Since that day, Brett has committed his life to Kinesiology. He had a Kinesiology clinic in Sydney, where he mainly worked with children with learning problems, behavioural issues and attention deficits, before moving to Hong Kong in 2006 to set up Kinesiology Asia, the first specialist clinic in the city. Now, there are six other practitioners working alongside him there, each with their own area of expertise and offering treatment in four languages: Chinese, English, French and Korean.
The Benefits of Kinesiology
According to Brett, Kinesiology can help all kinds of issues, from chronic pain to anxiety and depression, “because we’re working with the body, and what it’s capable of, we can sort of work with anything.” Common issues that the clinic deals with are corporate stress, allergies and migraines, but testimonials on their site include people who have been helped with back pain, surgery recovery, panic attacks and severe mood swings. Many of the patients mention feeling healed not only physically, but also emotionally and spiritually, enabling them to finally lead their life to the fullest.
For those who might be interested in trying Kinesiology, a typical session looks like this: the patient lies down on a table, fully clothed. Depending on what the issue is, the practitioner will test the corresponding muscles by putting pressure on them and asking the patient to resist that pressure. This is a method called muscle testing, or muscle monitoring.
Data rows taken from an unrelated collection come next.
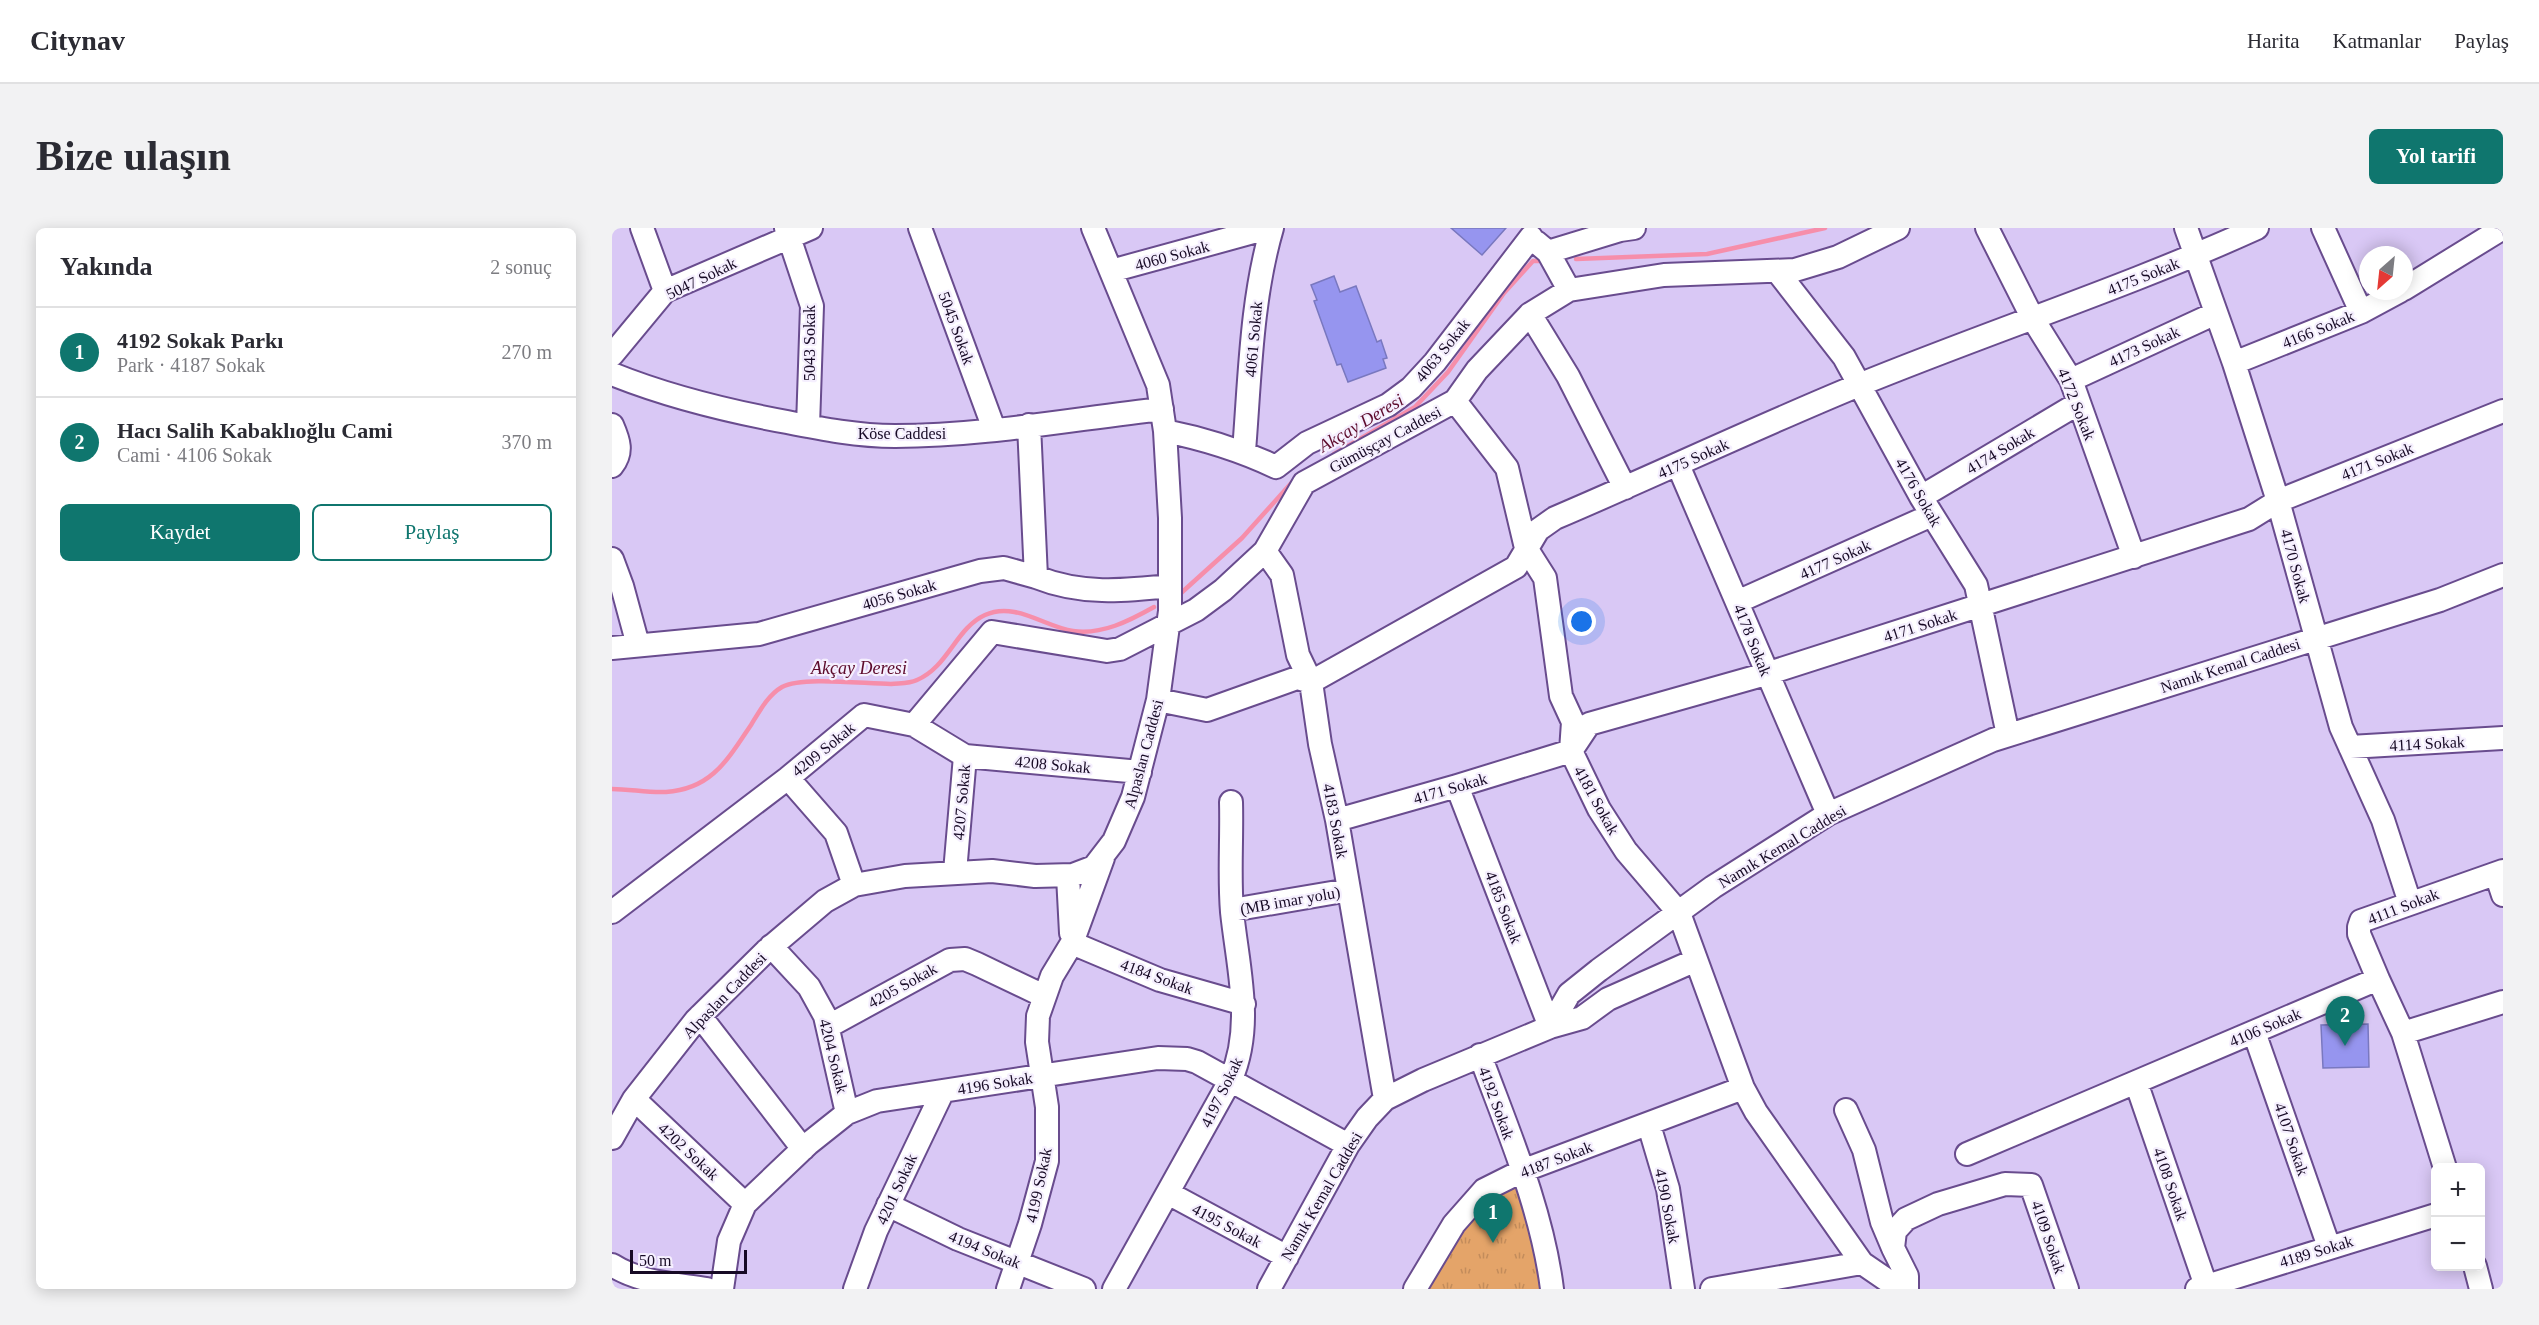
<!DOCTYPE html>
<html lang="tr">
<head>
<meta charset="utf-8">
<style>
  body { margin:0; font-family:Georgia,serif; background:#f2f2f3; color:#2b2b33 }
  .controls { position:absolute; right:18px; bottom:18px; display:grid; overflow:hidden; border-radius:9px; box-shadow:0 3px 15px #0003 }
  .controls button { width:54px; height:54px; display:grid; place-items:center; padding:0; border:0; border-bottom:2px solid #e1e1e2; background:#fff; color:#2b2b33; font:30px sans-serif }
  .compass { position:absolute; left:1747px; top:18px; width:54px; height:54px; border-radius:50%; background:#fff; box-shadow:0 3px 15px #0003; rotate:207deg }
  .scale { position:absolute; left:18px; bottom:15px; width:117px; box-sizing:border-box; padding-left:6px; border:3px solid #170a25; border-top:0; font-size:16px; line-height:21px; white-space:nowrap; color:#170a25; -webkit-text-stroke:4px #f5effe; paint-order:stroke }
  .you { position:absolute; left:970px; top:394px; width:21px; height:21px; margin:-15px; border:4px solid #fff; border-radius:50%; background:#1a73e8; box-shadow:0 0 0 9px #1a73e833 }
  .badge { display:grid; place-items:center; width:39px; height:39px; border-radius:50%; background:#0f766e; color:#fff; font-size:20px; font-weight:700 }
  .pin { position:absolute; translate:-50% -50px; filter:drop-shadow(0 2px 3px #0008) }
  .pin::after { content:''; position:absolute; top:32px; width:21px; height:18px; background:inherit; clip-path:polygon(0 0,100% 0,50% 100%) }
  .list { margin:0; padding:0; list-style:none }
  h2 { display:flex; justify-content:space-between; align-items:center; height:78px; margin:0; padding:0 24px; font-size:26px }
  h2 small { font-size:20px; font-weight:400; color:#7c7c81 }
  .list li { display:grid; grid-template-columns:39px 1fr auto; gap:18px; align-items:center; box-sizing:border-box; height:90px; padding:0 24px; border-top:2px solid #e1e1e2 }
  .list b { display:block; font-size:22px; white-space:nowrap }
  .list p { margin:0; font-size:20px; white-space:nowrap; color:#7c7c81 }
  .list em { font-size:20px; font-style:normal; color:#7c7c81 }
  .actions { display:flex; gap:12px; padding:18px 24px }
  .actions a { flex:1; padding:14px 0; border:2px solid #0f766e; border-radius:9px; text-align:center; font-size:21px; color:#0f766e }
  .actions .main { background:#0f766e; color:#fff }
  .map { position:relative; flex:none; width:1891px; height:1061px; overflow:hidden; border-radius:9px }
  header { display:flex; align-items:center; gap:36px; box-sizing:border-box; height:84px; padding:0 30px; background:#fff; border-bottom:2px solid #e1e1e2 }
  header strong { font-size:28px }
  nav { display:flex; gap:33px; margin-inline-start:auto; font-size:21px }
  .intro { display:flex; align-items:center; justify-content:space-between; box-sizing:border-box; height:144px; padding:0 36px }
  h1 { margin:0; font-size:42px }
  .button { padding:15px 27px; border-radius:9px; background:#0f766e; color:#fff; font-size:21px; font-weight:700 }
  main { display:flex; gap:36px; padding:0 36px }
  aside { flex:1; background:#fff; border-radius:9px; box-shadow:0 3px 15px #0003 }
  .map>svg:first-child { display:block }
</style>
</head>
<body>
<header>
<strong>Citynav</strong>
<nav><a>Harita</a><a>Katmanlar</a><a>Paylaş</a></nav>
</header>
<div class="intro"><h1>Bize ulaşın</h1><a class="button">Yol tarifi</a></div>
<main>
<aside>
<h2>Yakında<small>2 sonuç</small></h2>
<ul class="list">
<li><span class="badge">1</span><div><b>4192 Sokak Parkı</b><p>Park · 4187 Sokak</p></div><em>270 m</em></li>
<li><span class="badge">2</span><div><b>Hacı Salih Kabaklıoğlu Cami</b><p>Cami · 4106 Sokak</p></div><em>370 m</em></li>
</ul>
<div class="actions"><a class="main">Kaydet</a><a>Paylaş</a></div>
</aside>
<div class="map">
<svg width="1891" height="1061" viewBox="0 0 1891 1061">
  <defs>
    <pattern id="park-tufts" width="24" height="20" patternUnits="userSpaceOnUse" patternTransform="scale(1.5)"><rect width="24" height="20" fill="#e4a469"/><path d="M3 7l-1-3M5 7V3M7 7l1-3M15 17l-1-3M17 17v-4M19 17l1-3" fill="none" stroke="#c38c5b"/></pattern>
  </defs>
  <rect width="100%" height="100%" fill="#d9c8f5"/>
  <path fill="url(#park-tufts)" d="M 904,957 L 929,1034 L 932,1061 L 812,1061 L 871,971 Z"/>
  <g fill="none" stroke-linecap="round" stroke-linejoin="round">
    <path stroke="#f68eaa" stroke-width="4.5" d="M 964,31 L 1095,26 L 1213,0
      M 722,226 L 803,179 L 836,144 L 892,65 L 921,33 L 927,33
      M 568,366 L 630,310 L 682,252
      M 0,561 C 18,561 36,565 54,564 C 100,561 116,531 139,497 C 147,484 156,467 170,459 C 191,448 253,456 279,456 C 287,455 297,456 305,452 C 336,439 344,400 373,387 C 403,373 433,399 461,403 C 490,407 517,393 542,379"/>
  </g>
  <path fill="#9695ef" stroke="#7978bf" stroke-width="1.5" d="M 839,0 L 894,0 L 870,27 Z
    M 722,48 L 728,64 L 744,58 L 765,114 L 769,112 L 775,130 L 771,131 L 774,140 L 736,154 L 729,136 L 725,137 L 702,73 L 705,72 L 699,57 Z
    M 1756,796 L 1757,839 L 1711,840 L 1709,797 Z"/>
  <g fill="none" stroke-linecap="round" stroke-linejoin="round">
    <defs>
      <path id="minor" d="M 30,0 L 53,63
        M 174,0 L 200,78 L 196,198
        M 308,0 L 382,201
        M 1375,0 L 1421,91 L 1459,152 L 1522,329
        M 1574,0 L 1622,135 L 1666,273 L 1729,499 L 1771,592 L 1798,675
        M 1711,0 L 1749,84
        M 924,14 L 936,24 L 957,62
        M 936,24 L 1008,2 L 1022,0
        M 499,43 L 656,0
        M 1165,43 L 1232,129 L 1309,269 L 1364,357 L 1396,507
        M 1792,61 L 1891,0
        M 918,86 L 956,148 L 1013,260
        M 0,127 L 53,63 L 199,0
        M 1622,135 L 1749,84 L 1788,63
        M 0,146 C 57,169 115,183 175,194 C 210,201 246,208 283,208 C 372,208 461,191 550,181
        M 1459,152 L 1604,85
        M 843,173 L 895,240 L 914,320 L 933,350 L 949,468 L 961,494 L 959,523 L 987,581 L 1014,623 L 1067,685 L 1131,860 L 1144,884 L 1250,1035 L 1288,1061
        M 0,197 C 7,213 11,224 0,238
        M 553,203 C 593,211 628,222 664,239 L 695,215 L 776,177 L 799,160 L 823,134 L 919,9
        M 632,223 C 638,149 639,72 660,0
        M 1066,237 L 1216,586
        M 1309,269 L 1467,175
        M 653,323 L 670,347 L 686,427 L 699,454 L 708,516 L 725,592 L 773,871
        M 0,331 L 10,358 L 26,417
        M 424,349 C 469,367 511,363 558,358
        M 1125,374 L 1320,287
        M 0,420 L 147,406 L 368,343 L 392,340 L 424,349 L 417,197
        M 546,472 L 595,482 L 685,450 L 699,454 L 904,339 L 926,302 L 943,290 C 1044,247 1145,199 1247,157 C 1379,103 1515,59 1645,0
        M 302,497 L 353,528 L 343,644
        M 1738,519 L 1891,510
        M 353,528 L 528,544
        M 176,550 L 224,605 L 242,657
        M 845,558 L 938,799 L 970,790 L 996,771 L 1084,732
        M 725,592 L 845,558 L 959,523 L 977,496 L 1154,446 L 1637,291 L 1666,273 L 1891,183
        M 1884,646 L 1891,667
        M 456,648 L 459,705
        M 620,682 L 737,662
        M 0,684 L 176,550 L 252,487 L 302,497 L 380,404 L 495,423 L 508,421 L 584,382 L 611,362 L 653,323 L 692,255 L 843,173 L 865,142 L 918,86 L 957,62 L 1052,47 L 1183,42 L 1226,29 L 1286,0
        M 460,715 L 548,752 L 632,776
        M 159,718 L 197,759 L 213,788 L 235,885
        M 1766,751 L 1747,706 L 1747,699 L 1749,693 L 1891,643
        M 88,788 L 191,921
        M 217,798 L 338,732 L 353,731 L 365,736 L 432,768
        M 1642,804 L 1717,1019
        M 1791,805 L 1891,774
        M 868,827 C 896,903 930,981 940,1061
        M 1524,854 L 1594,1058
        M 22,871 L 133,976
        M 1234,882 L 1252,922 L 1270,994 L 1281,1020
        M 1037,897 L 1056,961 L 1071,1061
        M 0,910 L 22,871 L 84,792 L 154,723 L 213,673 L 242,657 L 293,648 L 380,643 L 423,648 L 461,647 L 482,639 L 502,613 L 521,569 L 546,472 L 558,383 L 558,290 L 553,203 L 546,157 L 481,0
        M 1355,926 L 1766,751 L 1791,805 L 1833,940
        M 556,965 L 675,1029
        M 276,977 L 346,1011 L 472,1061
        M 0,1037 C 28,1055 63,1056 95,1061
        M 1863,1038 L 1869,1061
        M 110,1061 L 117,1013 L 133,976 L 196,916 L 235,885 L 265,873 L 546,830 L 575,831 L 585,834 L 736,917
        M 243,1061 L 264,1003 L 331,863
        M 396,1061 L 418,996 L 435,933 L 435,879 L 425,814 L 426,788 L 440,748 L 460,715 L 491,630
        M 502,1061 L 619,851 C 642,797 626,741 620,684 C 617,648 620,611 619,574
        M 657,1061 L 736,917 L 755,890 L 773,871 L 811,852 L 938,799 L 957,766 L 987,742 L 1101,659 L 1216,586 L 1381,512 L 1828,372 L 1891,347
        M 803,1061 L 842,996 L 872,962 L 910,943 L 1131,860
        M 1100,1061 L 1250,1035
        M 1295,1061 L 1295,1048 L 1281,1020 L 1283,1003 L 1294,991 L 1326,976 L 1393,956 L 1419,957 L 1455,1061
        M 1585,1061 L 1824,987"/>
    </defs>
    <use href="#minor" stroke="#694c8e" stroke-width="26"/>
    <use href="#minor" stroke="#fff" stroke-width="22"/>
  </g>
  <g text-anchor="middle" stroke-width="4.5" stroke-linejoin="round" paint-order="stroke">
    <g font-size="16" fill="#170a25" stroke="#f5effe">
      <text transform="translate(560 27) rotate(-15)" y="6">4060 Sokak</text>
      <text transform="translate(1531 48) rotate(-22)" y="6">4175 Sokak</text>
      <text transform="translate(89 50) rotate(-26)" y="6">5047 Sokak</text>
      <text transform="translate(345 100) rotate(70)" y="6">5045 Sokak</text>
      <text transform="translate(1706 101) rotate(-22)" y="6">4166 Sokak</text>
      <text transform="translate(641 111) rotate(-85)" y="6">4061 Sokak</text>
      <text transform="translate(197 115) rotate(-90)" y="6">5043 Sokak</text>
      <text transform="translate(1532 118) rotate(-25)" y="6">4173 Sokak</text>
      <text transform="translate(830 122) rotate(-51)" y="6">4063 Sokak</text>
      <text transform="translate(1465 176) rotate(68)" y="6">4172 Sokak</text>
      <text x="290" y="211">Köse Caddesi</text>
      <text transform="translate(773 211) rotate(-28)" y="6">Gümüşçay Caddesi</text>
      <text transform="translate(1388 222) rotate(-31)" y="6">4174 Sokak</text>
      <text transform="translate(1081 230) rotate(-24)" y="6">4175 Sokak</text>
      <text transform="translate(1765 233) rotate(-22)" y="6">4171 Sokak</text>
      <text transform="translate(1307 264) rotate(60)" y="6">4176 Sokak</text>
      <text transform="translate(1223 331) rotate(-24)" y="6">4177 Sokak</text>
      <text transform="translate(1684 338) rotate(75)" y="6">4170 Sokak</text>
      <text transform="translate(287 366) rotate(-16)" y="6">4056 Sokak</text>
      <text transform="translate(1308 397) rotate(-18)" y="6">4171 Sokak</text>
      <text transform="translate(1141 412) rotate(68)" y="6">4178 Sokak</text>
      <text transform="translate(1618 437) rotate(-18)" y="6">Namık Kemal Caddesi</text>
      <text transform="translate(1815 515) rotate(-3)" y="6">4114 Sokak</text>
      <text transform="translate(211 521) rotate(-39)" y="6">4209 Sokak</text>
      <text transform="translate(531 526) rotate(-75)" y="6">Alpaslan Caddesi</text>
      <text transform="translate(441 536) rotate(5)" y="6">4208 Sokak</text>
      <text transform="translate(838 560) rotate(-16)" y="6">4171 Sokak</text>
      <text transform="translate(985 572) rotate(61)" y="6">4181 Sokak</text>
      <text transform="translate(349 574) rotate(-85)" y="6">4207 Sokak</text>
      <text transform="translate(724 593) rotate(79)" y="6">4183 Sokak</text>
      <text transform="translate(1170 618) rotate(-31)" y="6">Namık Kemal Caddesi</text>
      <text transform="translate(678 672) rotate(-10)" y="6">(MB imar yolu)</text>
      <text transform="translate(1791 678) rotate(-21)" y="6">4111 Sokak</text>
      <text transform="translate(892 679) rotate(69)" y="6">4185 Sokak</text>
      <text transform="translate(545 748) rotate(20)" y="6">4184 Sokak</text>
      <text transform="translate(290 757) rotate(-29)" y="6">4205 Sokak</text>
      <text transform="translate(112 767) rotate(-46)" y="6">Alpaslan Caddesi</text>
      <text transform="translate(1653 799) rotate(-23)" y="6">4106 Sokak</text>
      <text transform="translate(222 828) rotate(76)" y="6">4204 Sokak</text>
      <text transform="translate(383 855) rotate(-9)" y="6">4196 Sokak</text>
      <text transform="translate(609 864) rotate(-64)" y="6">4197 Sokak</text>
      <text transform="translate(885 875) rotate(70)" y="6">4192 Sokak</text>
      <text transform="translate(1680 911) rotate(71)" y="6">4107 Sokak</text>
      <text transform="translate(77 923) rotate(43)" y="6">4202 Sokak</text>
      <text transform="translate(944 931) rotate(-21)" y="6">4187 Sokak</text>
      <text transform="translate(1559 956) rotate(71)" y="6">4108 Sokak</text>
      <text transform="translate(426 957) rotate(-78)" y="6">4199 Sokak</text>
      <text transform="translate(284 961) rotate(-65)" y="6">4201 Sokak</text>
      <text transform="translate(709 968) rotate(-60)" y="6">Namık Kemal Caddesi</text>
      <text transform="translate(1056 978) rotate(79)" y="6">4190 Sokak</text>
      <text transform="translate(615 997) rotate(28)" y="6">4195 Sokak</text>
      <text transform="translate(1437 1009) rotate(71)" y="6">4109 Sokak</text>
      <text transform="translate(373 1021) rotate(22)" y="6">4194 Sokak</text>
      <text transform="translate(1704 1023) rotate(-17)" y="6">4189 Sokak</text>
    </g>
    <g font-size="18" font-style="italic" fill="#5d0b2c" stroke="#f5effe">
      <text transform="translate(749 195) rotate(-31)" y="6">Akçay Deresi</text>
      <text x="247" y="446">Akçay Deresi</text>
    </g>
  </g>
</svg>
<div class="controls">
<button>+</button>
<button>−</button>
</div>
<svg class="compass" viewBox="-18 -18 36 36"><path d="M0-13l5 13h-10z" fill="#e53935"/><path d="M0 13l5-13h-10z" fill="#7c7c81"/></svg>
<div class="scale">50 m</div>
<div class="you"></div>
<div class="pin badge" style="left:881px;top:1015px">1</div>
<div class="pin badge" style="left:1733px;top:818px">2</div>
</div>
</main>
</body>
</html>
If the patient is able to resist, then it implies that the corresponding system is functioning normally, if not, then that indicates a potential problem. As previously mentioned, it was this technique that kickstarted Dr Goodheart’s research into kinesiology, and muscle testing remains a common method amongst kinesiologists to determine where the imbalances in your body are.
Instead of viewing Kinesiology as a replacement of Western medicine, Brett views it more as an alternative. “We tend to get the people that have been to all the doctors and the medicine hasn’t worked, which doesn’t mean that the medicine’s not any good, it just means that the approach for that person wasn’t working. And we take a different approach, so we can get different results.”
Even though Kinesiology is still far from being considered part of medicine’s mainstream, Brett is confident that it will become more popular with time, as patients who have had successful results help spread the word to their friends and family. At the end of the day, he is proud of and satisfied with what he does. “This work is extremely rewarding. To help people resolve things like chronic pain and illness, depression and anxiety, … giving people hope where they had lost hope, just keeps me wanting to do it more and more, even after almost 20 years.”